• The problem
Retype exactly the lines that run from the line with "order. One line." to the final line of the entries, keeping both ends and nothing else.

┌──

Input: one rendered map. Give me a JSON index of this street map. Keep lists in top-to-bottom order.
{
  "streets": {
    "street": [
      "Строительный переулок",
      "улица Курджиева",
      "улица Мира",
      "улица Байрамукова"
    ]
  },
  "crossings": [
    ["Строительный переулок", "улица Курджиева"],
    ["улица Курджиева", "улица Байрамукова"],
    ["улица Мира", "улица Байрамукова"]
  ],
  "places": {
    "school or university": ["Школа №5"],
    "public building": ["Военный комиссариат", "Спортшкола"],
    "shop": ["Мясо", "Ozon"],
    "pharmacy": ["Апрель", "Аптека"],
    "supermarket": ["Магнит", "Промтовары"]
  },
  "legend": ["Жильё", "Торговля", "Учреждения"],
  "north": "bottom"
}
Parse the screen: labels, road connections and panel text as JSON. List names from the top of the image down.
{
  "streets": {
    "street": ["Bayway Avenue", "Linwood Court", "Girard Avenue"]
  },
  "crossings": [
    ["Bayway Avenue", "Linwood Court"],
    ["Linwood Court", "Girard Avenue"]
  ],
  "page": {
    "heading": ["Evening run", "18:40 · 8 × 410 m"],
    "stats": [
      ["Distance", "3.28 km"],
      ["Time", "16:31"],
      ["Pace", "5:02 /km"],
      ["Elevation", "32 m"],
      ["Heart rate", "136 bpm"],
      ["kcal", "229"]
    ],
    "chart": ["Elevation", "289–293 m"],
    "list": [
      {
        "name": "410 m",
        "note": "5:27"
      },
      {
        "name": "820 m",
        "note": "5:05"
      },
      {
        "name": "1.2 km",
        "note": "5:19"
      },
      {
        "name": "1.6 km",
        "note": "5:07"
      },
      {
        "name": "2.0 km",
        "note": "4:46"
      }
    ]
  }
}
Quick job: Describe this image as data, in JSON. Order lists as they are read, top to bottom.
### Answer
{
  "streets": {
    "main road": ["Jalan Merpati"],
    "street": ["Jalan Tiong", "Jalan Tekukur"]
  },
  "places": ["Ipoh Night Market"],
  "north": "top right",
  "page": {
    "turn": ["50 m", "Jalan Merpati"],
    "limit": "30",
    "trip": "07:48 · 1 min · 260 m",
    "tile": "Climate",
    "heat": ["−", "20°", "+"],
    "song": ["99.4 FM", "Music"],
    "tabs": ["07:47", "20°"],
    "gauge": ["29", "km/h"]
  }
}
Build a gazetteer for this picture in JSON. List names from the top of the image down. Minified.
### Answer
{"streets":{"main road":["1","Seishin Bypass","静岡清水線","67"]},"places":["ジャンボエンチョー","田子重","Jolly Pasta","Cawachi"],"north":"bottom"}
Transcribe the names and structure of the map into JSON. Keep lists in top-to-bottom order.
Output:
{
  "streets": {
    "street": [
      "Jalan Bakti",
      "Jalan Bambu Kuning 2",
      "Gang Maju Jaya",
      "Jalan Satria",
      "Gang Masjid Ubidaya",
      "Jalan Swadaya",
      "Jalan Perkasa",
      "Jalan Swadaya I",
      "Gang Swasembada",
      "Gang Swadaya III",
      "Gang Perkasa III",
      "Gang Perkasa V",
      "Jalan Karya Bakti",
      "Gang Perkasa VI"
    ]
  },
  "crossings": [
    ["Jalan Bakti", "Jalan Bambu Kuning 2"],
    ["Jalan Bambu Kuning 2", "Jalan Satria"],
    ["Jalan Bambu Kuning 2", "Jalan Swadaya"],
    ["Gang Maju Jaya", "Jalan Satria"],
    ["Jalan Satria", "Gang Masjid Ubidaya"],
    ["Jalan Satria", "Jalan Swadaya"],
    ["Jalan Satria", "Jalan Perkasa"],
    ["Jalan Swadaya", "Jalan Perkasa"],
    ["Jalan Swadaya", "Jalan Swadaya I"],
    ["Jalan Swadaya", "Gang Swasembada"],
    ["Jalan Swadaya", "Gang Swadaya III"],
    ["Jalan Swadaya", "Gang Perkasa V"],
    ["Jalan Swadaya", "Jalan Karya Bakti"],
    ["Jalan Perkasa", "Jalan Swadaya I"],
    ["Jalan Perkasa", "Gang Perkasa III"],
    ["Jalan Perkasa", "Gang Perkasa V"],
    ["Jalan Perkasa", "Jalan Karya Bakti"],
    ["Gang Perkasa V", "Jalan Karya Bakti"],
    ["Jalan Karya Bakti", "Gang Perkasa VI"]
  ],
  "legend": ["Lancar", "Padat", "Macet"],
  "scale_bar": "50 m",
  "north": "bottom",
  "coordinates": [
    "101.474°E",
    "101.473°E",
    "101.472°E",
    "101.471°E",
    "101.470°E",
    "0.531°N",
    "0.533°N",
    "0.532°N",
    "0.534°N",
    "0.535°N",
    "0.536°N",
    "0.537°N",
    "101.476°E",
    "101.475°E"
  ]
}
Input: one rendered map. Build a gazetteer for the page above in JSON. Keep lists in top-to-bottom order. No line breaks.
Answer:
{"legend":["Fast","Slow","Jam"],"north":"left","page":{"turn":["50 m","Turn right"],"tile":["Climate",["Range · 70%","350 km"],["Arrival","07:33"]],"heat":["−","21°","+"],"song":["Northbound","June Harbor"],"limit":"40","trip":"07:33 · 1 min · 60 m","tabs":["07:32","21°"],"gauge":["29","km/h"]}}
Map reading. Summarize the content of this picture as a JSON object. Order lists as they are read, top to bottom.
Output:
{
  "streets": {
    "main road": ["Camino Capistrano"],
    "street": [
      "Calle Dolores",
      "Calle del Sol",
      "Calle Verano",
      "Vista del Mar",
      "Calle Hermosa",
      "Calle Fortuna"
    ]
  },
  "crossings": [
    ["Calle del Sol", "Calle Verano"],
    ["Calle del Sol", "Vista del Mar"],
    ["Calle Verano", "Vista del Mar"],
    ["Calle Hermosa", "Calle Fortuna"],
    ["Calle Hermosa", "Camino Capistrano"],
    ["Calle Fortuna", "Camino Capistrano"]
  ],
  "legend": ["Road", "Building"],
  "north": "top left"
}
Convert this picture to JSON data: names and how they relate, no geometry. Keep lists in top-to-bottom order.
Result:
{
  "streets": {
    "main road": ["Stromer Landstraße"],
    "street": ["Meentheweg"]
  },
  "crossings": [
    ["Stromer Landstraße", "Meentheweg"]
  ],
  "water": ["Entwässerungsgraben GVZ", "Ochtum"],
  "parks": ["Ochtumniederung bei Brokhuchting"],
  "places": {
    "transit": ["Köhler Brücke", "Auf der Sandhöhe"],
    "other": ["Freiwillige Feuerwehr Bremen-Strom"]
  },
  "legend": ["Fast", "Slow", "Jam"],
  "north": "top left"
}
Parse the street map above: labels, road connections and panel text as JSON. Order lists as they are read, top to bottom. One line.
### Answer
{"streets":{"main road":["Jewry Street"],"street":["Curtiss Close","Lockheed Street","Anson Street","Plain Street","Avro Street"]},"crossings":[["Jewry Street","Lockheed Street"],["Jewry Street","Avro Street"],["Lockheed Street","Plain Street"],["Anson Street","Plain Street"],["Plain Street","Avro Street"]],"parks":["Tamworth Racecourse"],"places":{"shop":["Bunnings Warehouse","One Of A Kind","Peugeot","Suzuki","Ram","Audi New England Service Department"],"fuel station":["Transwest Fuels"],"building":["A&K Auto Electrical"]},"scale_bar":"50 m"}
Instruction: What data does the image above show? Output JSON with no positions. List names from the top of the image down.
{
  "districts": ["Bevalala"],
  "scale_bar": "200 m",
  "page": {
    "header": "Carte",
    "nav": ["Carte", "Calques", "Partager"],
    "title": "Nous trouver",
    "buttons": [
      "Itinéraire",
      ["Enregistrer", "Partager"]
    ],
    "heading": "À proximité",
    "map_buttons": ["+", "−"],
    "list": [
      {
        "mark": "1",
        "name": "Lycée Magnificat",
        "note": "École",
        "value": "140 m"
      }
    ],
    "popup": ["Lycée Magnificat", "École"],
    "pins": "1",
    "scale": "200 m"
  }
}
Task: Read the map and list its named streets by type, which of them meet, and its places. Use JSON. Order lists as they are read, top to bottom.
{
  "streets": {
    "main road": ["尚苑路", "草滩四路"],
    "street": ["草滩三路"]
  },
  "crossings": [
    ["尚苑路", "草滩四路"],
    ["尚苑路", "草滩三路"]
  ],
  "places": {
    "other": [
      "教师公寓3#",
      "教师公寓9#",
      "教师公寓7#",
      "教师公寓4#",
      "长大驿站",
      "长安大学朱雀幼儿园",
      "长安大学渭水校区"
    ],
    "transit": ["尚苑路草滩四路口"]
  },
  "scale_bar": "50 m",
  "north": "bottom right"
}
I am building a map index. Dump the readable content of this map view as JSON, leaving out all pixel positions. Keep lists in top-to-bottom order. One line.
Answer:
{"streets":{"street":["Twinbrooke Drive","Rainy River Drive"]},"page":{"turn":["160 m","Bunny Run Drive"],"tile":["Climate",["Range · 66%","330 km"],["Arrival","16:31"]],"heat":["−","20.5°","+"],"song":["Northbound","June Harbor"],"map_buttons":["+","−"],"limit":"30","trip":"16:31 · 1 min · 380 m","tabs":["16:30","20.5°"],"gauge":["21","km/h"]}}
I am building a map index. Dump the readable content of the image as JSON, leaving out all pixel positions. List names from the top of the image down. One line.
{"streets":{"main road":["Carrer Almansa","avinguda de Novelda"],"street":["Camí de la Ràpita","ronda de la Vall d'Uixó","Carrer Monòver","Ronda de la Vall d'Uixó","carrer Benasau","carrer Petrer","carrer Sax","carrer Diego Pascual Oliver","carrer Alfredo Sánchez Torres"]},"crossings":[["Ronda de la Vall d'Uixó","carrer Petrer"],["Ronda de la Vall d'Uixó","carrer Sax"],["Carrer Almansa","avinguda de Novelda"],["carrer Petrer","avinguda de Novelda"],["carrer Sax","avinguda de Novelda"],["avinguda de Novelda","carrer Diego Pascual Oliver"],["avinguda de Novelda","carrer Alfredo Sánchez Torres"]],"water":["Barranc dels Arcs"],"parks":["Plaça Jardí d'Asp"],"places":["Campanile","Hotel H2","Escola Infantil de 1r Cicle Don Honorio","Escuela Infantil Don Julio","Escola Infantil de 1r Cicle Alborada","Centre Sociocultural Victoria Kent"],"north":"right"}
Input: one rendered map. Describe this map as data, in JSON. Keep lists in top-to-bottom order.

└──

• Reply
I am building a map index. Dump the readable content of this map view as JSON, leaving out all pixel positions. Keep lists in top-to-bottom order. One line.
Answer:
{"streets":{"street":["Twinbrooke Drive","Rainy River Drive"]},"page":{"turn":["160 m","Bunny Run Drive"],"tile":["Climate",["Range · 66%","330 km"],["Arrival","16:31"]],"heat":["−","20.5°","+"],"song":["Northbound","June Harbor"],"map_buttons":["+","−"],"limit":"30","trip":"16:31 · 1 min · 380 m","tabs":["16:30","20.5°"],"gauge":["21","km/h"]}}
I am building a map index. Dump the readable content of the image as JSON, leaving out all pixel positions. List names from the top of the image down. One line.
{"streets":{"main road":["Carrer Almansa","avinguda de Novelda"],"street":["Camí de la Ràpita","ronda de la Vall d'Uixó","Carrer Monòver","Ronda de la Vall d'Uixó","carrer Benasau","carrer Petrer","carrer Sax","carrer Diego Pascual Oliver","carrer Alfredo Sánchez Torres"]},"crossings":[["Ronda de la Vall d'Uixó","carrer Petrer"],["Ronda de la Vall d'Uixó","carrer Sax"],["Carrer Almansa","avinguda de Novelda"],["carrer Petrer","avinguda de Novelda"],["carrer Sax","avinguda de Novelda"],["avinguda de Novelda","carrer Diego Pascual Oliver"],["avinguda de Novelda","carrer Alfredo Sánchez Torres"]],"water":["Barranc dels Arcs"],"parks":["Plaça Jardí d'Asp"],"places":["Campanile","Hotel H2","Escola Infantil de 1r Cicle Don Honorio","Escuela Infantil Don Julio","Escola Infantil de 1r Cicle Alborada","Centre Sociocultural Victoria Kent"],"north":"right"}
Input: one rendered map. Describe this map as data, in JSON. Keep lists in top-to-bottom order.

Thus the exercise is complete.